**EXERCISE OBJECTIVE**
Exactly the lines from the opening of the data through the line containing "g.lineJoin = 'round';" should be reproduced, please, with nothing added.

**INFORMATION SUPPLIED**

##########

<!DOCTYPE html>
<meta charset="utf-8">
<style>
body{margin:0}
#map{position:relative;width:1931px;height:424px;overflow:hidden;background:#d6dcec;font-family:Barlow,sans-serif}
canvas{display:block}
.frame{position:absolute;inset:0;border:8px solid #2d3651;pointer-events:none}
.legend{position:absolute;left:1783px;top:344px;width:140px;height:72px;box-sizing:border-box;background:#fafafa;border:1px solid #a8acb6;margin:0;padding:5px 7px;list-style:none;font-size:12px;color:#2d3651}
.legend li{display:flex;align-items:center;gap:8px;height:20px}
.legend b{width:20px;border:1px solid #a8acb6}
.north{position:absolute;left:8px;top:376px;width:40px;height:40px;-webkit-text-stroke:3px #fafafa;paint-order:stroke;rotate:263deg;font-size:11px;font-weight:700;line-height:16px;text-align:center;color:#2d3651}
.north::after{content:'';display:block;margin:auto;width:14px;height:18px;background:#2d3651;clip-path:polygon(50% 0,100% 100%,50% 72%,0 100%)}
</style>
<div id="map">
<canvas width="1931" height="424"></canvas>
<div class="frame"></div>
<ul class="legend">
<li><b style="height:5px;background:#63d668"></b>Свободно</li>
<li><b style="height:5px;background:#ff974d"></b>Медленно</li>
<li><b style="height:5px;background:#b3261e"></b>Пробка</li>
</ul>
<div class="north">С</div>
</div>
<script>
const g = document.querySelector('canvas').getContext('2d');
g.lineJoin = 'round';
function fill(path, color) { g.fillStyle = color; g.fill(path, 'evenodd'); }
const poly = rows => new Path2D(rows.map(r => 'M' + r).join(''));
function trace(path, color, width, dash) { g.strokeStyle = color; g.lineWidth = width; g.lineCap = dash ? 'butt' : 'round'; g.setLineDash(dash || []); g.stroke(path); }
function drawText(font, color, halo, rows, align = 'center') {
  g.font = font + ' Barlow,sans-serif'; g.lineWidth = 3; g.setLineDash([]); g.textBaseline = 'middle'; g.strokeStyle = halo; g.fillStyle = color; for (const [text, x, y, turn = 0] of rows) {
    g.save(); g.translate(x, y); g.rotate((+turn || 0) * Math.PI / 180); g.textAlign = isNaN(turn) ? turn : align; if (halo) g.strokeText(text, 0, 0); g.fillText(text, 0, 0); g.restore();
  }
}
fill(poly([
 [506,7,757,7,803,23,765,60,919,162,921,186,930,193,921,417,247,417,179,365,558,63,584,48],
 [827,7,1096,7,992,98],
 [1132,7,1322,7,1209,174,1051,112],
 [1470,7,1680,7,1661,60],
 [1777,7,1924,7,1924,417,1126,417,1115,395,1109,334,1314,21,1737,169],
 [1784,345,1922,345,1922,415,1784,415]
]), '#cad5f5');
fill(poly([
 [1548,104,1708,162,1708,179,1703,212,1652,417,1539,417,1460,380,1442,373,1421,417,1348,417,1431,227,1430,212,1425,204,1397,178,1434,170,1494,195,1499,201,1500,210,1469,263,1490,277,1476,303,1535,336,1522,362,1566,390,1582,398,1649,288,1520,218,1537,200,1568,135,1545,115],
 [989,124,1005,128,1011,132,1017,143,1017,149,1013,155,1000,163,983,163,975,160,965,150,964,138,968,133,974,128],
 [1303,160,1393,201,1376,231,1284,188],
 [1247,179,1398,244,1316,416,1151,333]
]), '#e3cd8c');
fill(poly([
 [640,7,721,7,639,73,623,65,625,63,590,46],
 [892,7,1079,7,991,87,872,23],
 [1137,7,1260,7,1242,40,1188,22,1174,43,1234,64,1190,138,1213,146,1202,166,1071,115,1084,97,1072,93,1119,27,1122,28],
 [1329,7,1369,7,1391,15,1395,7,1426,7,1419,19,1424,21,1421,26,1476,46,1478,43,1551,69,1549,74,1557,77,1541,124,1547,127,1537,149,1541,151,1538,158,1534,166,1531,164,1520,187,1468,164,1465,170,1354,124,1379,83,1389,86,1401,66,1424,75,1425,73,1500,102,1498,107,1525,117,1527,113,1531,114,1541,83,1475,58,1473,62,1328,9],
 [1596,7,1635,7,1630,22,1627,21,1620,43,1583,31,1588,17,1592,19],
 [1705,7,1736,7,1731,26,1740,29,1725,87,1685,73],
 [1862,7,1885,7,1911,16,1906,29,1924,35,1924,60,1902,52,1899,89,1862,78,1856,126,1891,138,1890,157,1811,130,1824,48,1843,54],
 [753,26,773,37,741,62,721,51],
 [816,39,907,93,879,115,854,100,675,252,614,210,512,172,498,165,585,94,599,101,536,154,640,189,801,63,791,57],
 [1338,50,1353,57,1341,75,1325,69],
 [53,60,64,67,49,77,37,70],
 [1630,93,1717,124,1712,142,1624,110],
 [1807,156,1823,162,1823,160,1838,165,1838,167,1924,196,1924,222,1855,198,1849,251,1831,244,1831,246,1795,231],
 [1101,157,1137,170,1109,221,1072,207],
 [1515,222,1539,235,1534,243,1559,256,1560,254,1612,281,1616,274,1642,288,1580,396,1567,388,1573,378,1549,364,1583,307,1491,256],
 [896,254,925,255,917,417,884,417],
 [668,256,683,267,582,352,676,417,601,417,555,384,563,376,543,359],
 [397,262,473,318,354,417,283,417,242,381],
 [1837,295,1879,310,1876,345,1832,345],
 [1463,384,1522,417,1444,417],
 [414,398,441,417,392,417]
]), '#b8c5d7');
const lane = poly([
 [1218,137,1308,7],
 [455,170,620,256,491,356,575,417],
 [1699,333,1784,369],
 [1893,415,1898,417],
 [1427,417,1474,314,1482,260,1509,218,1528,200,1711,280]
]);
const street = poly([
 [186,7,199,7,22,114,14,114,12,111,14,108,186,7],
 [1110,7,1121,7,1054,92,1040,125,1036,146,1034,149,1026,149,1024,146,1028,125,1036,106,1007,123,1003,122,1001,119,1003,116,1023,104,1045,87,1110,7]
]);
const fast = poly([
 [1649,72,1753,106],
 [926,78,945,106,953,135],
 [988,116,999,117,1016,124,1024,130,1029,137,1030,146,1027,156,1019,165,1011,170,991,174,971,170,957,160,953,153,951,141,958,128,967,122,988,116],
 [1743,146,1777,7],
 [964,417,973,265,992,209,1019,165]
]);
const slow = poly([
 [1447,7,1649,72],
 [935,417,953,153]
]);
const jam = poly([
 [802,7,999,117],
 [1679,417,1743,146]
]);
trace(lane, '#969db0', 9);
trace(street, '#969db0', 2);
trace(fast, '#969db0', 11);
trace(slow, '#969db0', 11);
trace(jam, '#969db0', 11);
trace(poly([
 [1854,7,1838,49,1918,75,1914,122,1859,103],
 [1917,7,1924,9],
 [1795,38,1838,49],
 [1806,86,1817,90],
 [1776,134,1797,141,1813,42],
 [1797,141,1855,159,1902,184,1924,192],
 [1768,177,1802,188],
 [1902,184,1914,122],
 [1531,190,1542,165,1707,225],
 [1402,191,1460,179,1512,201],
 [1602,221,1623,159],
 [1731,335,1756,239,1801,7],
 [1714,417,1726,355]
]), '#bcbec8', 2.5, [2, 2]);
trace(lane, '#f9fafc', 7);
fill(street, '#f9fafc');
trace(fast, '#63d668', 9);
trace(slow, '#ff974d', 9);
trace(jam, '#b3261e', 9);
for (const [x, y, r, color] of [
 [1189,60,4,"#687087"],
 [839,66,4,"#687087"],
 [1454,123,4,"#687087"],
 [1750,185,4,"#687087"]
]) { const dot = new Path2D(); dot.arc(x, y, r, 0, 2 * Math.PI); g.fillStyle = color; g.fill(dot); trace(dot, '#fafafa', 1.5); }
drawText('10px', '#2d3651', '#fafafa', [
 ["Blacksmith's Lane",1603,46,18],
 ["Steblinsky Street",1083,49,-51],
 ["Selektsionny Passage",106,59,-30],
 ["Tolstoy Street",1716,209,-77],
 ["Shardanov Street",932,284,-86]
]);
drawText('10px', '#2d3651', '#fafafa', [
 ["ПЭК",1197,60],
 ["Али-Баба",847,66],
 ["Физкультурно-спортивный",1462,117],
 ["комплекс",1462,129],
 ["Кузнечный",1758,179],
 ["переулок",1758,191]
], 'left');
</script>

##########

**RESPONSE TO THE EXERCISE**
<!DOCTYPE html>
<meta charset="utf-8">
<style>
body{margin:0}
#map{position:relative;width:1931px;height:424px;overflow:hidden;background:#d6dcec;font-family:Barlow,sans-serif}
canvas{display:block}
.frame{position:absolute;inset:0;border:8px solid #2d3651;pointer-events:none}
.legend{position:absolute;left:1783px;top:344px;width:140px;height:72px;box-sizing:border-box;background:#fafafa;border:1px solid #a8acb6;margin:0;padding:5px 7px;list-style:none;font-size:12px;color:#2d3651}
.legend li{display:flex;align-items:center;gap:8px;height:20px}
.legend b{width:20px;border:1px solid #a8acb6}
.north{position:absolute;left:8px;top:376px;width:40px;height:40px;-webkit-text-stroke:3px #fafafa;paint-order:stroke;rotate:263deg;font-size:11px;font-weight:700;line-height:16px;text-align:center;color:#2d3651}
.north::after{content:'';display:block;margin:auto;width:14px;height:18px;background:#2d3651;clip-path:polygon(50% 0,100% 100%,50% 72%,0 100%)}
</style>
<div id="map">
<canvas width="1931" height="424"></canvas>
<div class="frame"></div>
<ul class="legend">
<li><b style="height:5px;background:#63d668"></b>Свободно</li>
<li><b style="height:5px;background:#ff974d"></b>Медленно</li>
<li><b style="height:5px;background:#b3261e"></b>Пробка</li>
</ul>
<div class="north">С</div>
</div>
<script>
const g = document.querySelector('canvas').getContext('2d');
g.lineJoin = 'round';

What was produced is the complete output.